Volleyball Fan Life-Getting Ready for The Paris Olympics
Eagerly awaiting the Pairs Olympics and watching the USA Women's NT compete, while reflecting on what I see others do.
As we are in the short runup to the 2024 Olympics in Paris, USA volleyball fans are excited about what lies ahead of the USA Volleyball National Teams following the very successful 2021 Olympics in Tokyo. A lively volleyball culture had grown from the successes of all the Olympic and Paralympic volleyball teams in the last quad. The attention is especially focused on the Women’s Indoor team because of the team earning the first gold medal ever in the program’s history in 2020/2021. The popularity and successes of the women’s collegiate game in the US and the appearance of three professional women’s leagues has fueled the interests of both the volleydorks and casual fans.
As we watch the Volleyball Nation’s League coverage this month, we have been taken for a long and emotional roller coaster ride as all dedicated fans often are wont to do during the preparations for the Paris Olympics. The angst and exhilaration from watching the stellar VNL match play coupled with the pressure cooker atmosphere of an Olympic year has dominated our consciousness and have made us beyond anxious and beyond excited.
The ebb and flow of emotions illustrates typical fandom behavior. All USA wins are celebrated with great fanfare and confident predictions of medals in Paris while all losses are despaired over with the distraught declarations bemoaning and predicting disaster for the fate of the team in Paris., predictions of not even making it to bracket play run rampant. The release of the official women’s indoor squad roster for the Olympics during the four weeks of VNL tournament further fueled the fan’s reaction, the usual tizzy over who was on and who was left off the active roster have been endlessly debated. All of this is of course expected and is the norm for a passionate fandom. It is a great demonstration of just how much women’s volleyball has grown and taken hold.
As a longtime USA women’s indoor national team fan, it gives me great joy to see so many who are not only aware of this team but are also obsessing over the fate of this squad in Paris as I am. We have come a long way from when I started following the team. I am feeling very old right now.
My history of following this team over the years came out in a continuous flow of relief, incredulity, and unmitigated joyfulness when the team garnered the first gold medal in 2020/2021 at the Tokyo Olympics. I even documented it in my blog because I dearly wanted to save my reactions for posterity after following the team for many years. https://polymathtobe.blogspot.com/2021/08/an-appreciation-of-karch-kiraly.html
I started following the team in 1980, and just my luck, it was the boycott year. I was in gradual school in Atlanta in 1984, I cheered mightily for the men’s team’s gold medal and was proud about the silver that the women’s team earned, even though the expectation was for getting the gold, but given the past history of the USA volleyball team in the Olympics (check the record at the bottom of this essay), I was very satisfied with silver.
Looking at the years prior to 1984, the USA had not even qualified for the Olympics in two quads: 1972 in Munich and 1976 in Montreal, our record in the 1984 Olympics was a salient event to celebrate. In the intervening years between 1984 and the present resulted in three silvers and a bronze before the 2020 Gold. Intersperse between the glittering medals are quads that underlines the difficulty with maintaining the top level of competitiveness that characterizes the Olympic volleyball.

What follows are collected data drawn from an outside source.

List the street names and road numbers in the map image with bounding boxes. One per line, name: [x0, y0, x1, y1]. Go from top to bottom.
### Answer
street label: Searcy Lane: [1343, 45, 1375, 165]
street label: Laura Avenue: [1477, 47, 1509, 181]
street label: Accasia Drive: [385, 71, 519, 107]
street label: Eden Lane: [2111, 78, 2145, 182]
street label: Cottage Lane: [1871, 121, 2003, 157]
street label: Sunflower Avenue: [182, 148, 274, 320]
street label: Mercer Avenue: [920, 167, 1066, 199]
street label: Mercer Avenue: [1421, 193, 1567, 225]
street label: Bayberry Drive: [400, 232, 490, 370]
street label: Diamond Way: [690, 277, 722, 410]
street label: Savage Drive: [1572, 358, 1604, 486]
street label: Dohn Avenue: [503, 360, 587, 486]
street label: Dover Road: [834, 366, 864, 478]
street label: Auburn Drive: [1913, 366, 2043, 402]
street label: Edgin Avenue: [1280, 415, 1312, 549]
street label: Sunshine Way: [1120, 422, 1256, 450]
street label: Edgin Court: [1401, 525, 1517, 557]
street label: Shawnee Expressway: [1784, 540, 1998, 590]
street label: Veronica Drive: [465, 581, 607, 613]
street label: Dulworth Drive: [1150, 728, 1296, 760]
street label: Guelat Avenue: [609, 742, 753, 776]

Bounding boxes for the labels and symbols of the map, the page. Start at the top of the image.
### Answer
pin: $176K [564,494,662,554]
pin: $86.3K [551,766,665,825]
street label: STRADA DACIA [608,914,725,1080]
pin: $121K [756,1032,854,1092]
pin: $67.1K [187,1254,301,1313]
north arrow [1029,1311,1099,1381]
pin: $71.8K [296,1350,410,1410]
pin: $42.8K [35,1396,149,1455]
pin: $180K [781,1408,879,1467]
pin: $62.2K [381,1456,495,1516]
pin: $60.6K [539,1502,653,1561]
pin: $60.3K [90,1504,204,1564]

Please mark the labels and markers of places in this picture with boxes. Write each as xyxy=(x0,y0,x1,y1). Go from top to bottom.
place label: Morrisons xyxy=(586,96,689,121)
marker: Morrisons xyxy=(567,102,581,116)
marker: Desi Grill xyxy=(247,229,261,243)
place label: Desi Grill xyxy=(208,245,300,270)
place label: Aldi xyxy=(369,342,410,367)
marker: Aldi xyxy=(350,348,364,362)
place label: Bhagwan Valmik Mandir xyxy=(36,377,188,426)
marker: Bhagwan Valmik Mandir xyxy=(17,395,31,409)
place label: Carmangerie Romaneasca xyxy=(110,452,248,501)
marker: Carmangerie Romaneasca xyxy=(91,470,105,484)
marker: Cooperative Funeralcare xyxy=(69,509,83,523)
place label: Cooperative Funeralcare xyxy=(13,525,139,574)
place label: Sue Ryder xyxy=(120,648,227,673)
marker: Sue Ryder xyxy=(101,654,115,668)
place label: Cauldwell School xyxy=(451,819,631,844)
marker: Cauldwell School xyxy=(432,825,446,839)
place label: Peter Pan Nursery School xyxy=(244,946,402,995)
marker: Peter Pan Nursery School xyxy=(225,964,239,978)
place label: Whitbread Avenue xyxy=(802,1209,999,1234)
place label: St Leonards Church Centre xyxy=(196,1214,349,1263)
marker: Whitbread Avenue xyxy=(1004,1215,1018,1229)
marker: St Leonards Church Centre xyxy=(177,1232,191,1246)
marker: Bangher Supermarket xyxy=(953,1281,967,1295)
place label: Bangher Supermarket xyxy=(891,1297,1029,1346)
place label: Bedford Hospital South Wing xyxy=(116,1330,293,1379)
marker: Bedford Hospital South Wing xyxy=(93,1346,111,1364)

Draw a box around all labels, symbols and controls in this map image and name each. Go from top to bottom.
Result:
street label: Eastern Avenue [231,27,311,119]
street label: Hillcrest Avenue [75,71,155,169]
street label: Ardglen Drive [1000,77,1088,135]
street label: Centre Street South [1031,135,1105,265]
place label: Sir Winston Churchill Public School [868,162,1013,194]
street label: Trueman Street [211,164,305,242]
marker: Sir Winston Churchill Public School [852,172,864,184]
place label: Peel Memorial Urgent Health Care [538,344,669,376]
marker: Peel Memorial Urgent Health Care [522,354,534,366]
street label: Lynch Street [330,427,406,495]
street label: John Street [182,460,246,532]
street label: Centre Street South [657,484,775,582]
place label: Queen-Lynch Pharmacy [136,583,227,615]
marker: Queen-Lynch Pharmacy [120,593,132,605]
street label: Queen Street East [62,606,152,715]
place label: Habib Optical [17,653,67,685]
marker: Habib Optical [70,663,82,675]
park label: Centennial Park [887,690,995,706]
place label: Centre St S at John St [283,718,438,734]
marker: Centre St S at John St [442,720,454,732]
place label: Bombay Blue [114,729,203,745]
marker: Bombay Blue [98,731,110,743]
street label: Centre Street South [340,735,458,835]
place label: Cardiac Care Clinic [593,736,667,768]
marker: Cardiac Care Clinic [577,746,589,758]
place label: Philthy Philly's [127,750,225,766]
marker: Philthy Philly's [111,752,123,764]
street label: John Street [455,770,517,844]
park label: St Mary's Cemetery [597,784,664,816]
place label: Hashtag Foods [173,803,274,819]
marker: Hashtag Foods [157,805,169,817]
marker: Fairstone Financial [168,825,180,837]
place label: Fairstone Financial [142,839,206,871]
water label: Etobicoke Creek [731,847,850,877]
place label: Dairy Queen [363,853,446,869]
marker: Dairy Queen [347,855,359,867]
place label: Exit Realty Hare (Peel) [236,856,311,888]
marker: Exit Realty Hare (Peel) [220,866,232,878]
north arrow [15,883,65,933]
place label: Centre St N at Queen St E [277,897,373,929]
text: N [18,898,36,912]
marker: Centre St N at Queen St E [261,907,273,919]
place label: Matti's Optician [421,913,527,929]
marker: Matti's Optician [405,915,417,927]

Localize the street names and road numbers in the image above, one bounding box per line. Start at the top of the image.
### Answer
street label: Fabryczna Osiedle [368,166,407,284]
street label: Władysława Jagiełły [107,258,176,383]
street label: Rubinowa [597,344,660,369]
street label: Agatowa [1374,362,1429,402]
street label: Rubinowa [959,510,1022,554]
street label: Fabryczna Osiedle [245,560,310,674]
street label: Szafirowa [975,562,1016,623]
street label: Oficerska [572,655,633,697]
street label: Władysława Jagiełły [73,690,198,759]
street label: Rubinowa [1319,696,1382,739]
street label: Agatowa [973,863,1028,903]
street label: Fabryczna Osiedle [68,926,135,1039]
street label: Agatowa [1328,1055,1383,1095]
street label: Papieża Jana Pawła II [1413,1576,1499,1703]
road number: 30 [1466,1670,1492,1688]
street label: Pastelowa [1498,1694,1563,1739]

I was reflecting on all the of the thoughts above as well realizing how much the game that I love has changed over the years as I thought about the very immediate and very transient reactions of my fellow volleyball fans to the slings and arrows of our previous two months and the prospects for the next two months.
Some thoughts about that:
It is hard as hell to qualify for the Olympics let alone to win a medal. The fact that some feel so privileged as to take earning medals in the Olympics for granted is insane. Many nations would very gladly be in our place. The Olympic ideal is to participate and to compete.
The volleyball world has always evolved, grown, and stretched over the years, as with all human endeavors. The game has gotten more athletic, more physical, and much faster with each quad. Indeed, many neophytes to the game of modern volleyball have expressed shock at the pace of the modern game and they have had a difficult time keeping up with the game as they fell in love with that insane pace. The point is, the ground beneath the game is inexorably changing in real time, the quality of athletes who play the game have also changed inexorably, as with the strategy and tactics of the game.
This inevitable evolution of the game also makes having dominant teams only a temporary situation. Those sides who dominate the game usually do so for short terms, they don’t usually stay dominant for many quads. Of course, good volleyball national programs will always remain competitive, but their chances of achieving the elusive medals undulate because of the dynamics of international volleyball competition. The fortunes of the powerhouses of international volleyball in general have enjoyed their zeniths and have also suffered their nadirs. It is the natural cycle of sports. This is true for collegiate programs as well, except the turnover is much quicker in the international game.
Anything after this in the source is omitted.